◆ **Extracted information**
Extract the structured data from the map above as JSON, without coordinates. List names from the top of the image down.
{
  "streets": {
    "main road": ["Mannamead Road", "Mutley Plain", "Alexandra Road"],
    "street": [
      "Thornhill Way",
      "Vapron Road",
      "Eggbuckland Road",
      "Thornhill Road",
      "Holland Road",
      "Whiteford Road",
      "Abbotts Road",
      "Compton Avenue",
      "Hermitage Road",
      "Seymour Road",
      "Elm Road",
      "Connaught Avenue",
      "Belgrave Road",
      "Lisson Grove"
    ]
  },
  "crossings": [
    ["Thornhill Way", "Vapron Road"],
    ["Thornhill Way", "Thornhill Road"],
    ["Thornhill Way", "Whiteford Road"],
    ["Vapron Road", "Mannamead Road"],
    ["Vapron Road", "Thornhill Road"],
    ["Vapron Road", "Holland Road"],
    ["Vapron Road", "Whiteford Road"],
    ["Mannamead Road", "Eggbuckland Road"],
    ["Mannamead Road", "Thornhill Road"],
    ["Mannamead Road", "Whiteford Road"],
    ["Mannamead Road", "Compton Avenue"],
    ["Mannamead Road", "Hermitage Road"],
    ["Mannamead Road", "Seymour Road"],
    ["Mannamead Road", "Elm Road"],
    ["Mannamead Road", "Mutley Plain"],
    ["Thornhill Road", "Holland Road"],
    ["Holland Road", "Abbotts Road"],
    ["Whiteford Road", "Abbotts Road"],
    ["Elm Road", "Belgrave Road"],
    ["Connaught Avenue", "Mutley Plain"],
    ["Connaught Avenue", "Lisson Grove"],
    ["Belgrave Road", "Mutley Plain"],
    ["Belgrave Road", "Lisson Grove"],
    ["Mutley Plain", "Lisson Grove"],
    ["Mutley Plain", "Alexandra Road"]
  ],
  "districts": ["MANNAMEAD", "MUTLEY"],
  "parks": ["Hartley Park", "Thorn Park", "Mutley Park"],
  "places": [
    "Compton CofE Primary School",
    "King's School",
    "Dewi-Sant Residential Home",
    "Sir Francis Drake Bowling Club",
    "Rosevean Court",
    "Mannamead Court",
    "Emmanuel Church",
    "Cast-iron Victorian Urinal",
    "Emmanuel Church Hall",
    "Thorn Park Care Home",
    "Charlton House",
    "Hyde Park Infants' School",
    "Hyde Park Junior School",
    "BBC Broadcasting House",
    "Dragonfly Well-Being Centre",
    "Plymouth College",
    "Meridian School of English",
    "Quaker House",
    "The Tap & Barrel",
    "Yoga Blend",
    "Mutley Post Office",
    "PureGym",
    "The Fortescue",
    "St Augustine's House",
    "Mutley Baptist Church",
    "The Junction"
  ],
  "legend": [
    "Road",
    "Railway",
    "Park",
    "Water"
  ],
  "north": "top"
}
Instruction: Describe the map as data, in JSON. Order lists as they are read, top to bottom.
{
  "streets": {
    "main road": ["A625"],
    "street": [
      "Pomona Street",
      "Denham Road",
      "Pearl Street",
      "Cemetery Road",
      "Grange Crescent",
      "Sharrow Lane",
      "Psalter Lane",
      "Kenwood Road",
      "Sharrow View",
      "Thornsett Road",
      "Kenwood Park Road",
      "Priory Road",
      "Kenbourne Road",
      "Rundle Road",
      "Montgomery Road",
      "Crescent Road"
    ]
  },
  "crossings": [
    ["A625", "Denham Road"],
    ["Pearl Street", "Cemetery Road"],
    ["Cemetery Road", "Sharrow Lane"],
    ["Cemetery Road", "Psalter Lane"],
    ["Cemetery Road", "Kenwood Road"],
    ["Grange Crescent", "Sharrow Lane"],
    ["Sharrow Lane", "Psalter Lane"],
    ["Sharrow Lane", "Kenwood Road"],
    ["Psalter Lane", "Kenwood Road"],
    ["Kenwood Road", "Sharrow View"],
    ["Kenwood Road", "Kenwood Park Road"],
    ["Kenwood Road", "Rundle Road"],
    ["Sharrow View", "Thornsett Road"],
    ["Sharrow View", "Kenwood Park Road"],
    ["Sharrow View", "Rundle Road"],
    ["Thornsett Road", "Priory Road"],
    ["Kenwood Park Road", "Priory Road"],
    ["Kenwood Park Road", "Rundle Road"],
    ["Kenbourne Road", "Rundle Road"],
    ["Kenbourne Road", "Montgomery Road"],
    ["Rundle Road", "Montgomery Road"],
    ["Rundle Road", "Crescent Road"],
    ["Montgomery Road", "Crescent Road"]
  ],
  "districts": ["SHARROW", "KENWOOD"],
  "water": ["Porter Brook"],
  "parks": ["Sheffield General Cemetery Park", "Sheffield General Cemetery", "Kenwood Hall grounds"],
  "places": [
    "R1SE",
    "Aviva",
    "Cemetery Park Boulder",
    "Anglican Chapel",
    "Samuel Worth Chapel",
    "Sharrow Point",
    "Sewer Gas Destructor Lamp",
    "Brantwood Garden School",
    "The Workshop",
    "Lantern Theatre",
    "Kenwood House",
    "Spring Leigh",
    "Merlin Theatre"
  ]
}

◆ **Directions**
All entries are to be retyped with no difference from the original.

◆ **Task answer**
Extract the structured data from the map above as JSON, without coordinates. List names from the top of the image down.
{
  "streets": {
    "main road": ["Mannamead Road", "Mutley Plain", "Alexandra Road"],
    "street": [
      "Thornhill Way",
      "Vapron Road",
      "Eggbuckland Road",
      "Thornhill Road",
      "Holland Road",
      "Whiteford Road",
      "Abbotts Road",
      "Compton Avenue",
      "Hermitage Road",
      "Seymour Road",
      "Elm Road",
      "Connaught Avenue",
      "Belgrave Road",
      "Lisson Grove"
    ]
  },
  "crossings": [
    ["Thornhill Way", "Vapron Road"],
    ["Thornhill Way", "Thornhill Road"],
    ["Thornhill Way", "Whiteford Road"],
    ["Vapron Road", "Mannamead Road"],
    ["Vapron Road", "Thornhill Road"],
    ["Vapron Road", "Holland Road"],
    ["Vapron Road", "Whiteford Road"],
    ["Mannamead Road", "Eggbuckland Road"],
    ["Mannamead Road", "Thornhill Road"],
    ["Mannamead Road", "Whiteford Road"],
    ["Mannamead Road", "Compton Avenue"],
    ["Mannamead Road", "Hermitage Road"],
    ["Mannamead Road", "Seymour Road"],
    ["Mannamead Road", "Elm Road"],
    ["Mannamead Road", "Mutley Plain"],
    ["Thornhill Road", "Holland Road"],
    ["Holland Road", "Abbotts Road"],
    ["Whiteford Road", "Abbotts Road"],
    ["Elm Road", "Belgrave Road"],
    ["Connaught Avenue", "Mutley Plain"],
    ["Connaught Avenue", "Lisson Grove"],
    ["Belgrave Road", "Mutley Plain"],
    ["Belgrave Road", "Lisson Grove"],
    ["Mutley Plain", "Lisson Grove"],
    ["Mutley Plain", "Alexandra Road"]
  ],
  "districts": ["MANNAMEAD", "MUTLEY"],
  "parks": ["Hartley Park", "Thorn Park", "Mutley Park"],
  "places": [
    "Compton CofE Primary School",
    "King's School",
    "Dewi-Sant Residential Home",
    "Sir Francis Drake Bowling Club",
    "Rosevean Court",
    "Mannamead Court",
    "Emmanuel Church",
    "Cast-iron Victorian Urinal",
    "Emmanuel Church Hall",
    "Thorn Park Care Home",
    "Charlton House",
    "Hyde Park Infants' School",
    "Hyde Park Junior School",
    "BBC Broadcasting House",
    "Dragonfly Well-Being Centre",
    "Plymouth College",
    "Meridian School of English",
    "Quaker House",
    "The Tap & Barrel",
    "Yoga Blend",
    "Mutley Post Office",
    "PureGym",
    "The Fortescue",
    "St Augustine's House",
    "Mutley Baptist Church",
    "The Junction"
  ],
  "legend": [
    "Road",
    "Railway",
    "Park",
    "Water"
  ],
  "north": "top"
}
Instruction: Describe the map as data, in JSON. Order lists as they are read, top to bottom.
{
  "streets": {
    "main road": ["A625"],
    "street": [
      "Pomona Street",
      "Denham Road",
      "Pearl Street",
      "Cemetery Road",
      "Grange Crescent",
      "Sharrow Lane",
      "Psalter Lane",
      "Kenwood Road",
      "Sharrow View",
      "Thornsett Road",
      "Kenwood Park Road",
      "Priory Road",
      "Kenbourne Road",
      "Rundle Road",
      "Montgomery Road",
      "Crescent Road"
    ]
  },
  "crossings": [
    ["A625", "Denham Road"],
    ["Pearl Street", "Cemetery Road"],
    ["Cemetery Road", "Sharrow Lane"],
    ["Cemetery Road", "Psalter Lane"],
    ["Cemetery Road", "Kenwood Road"],
    ["Grange Crescent", "Sharrow Lane"],
    ["Sharrow Lane", "Psalter Lane"],
    ["Sharrow Lane", "Kenwood Road"],
    ["Psalter Lane", "Kenwood Road"],
    ["Kenwood Road", "Sharrow View"],
    ["Kenwood Road", "Kenwood Park Road"],
    ["Kenwood Road", "Rundle Road"],
    ["Sharrow View", "Thornsett Road"],
    ["Sharrow View", "Kenwood Park Road"],
    ["Sharrow View", "Rundle Road"],
    ["Thornsett Road", "Priory Road"],
    ["Kenwood Park Road", "Priory Road"],
    ["Kenwood Park Road", "Rundle Road"],
    ["Kenbourne Road", "Rundle Road"],
    ["Kenbourne Road", "Montgomery Road"],
    ["Rundle Road", "Montgomery Road"],
    ["Rundle Road", "Crescent Road"],
    ["Montgomery Road", "Crescent Road"]
  ],
  "districts": ["SHARROW", "KENWOOD"],
  "water": ["Porter Brook"],
  "parks": ["Sheffield General Cemetery Park", "Sheffield General Cemetery", "Kenwood Hall grounds"],
  "places": [
    "R1SE",
    "Aviva",
    "Cemetery Park Boulder",
    "Anglican Chapel",
    "Samuel Worth Chapel",
    "Sharrow Point",
    "Sewer Gas Destructor Lamp",
    "Brantwood Garden School",
    "The Workshop",
    "Lantern Theatre",
    "Kenwood House",
    "Spring Leigh",
    "Merlin Theatre"
  ]
}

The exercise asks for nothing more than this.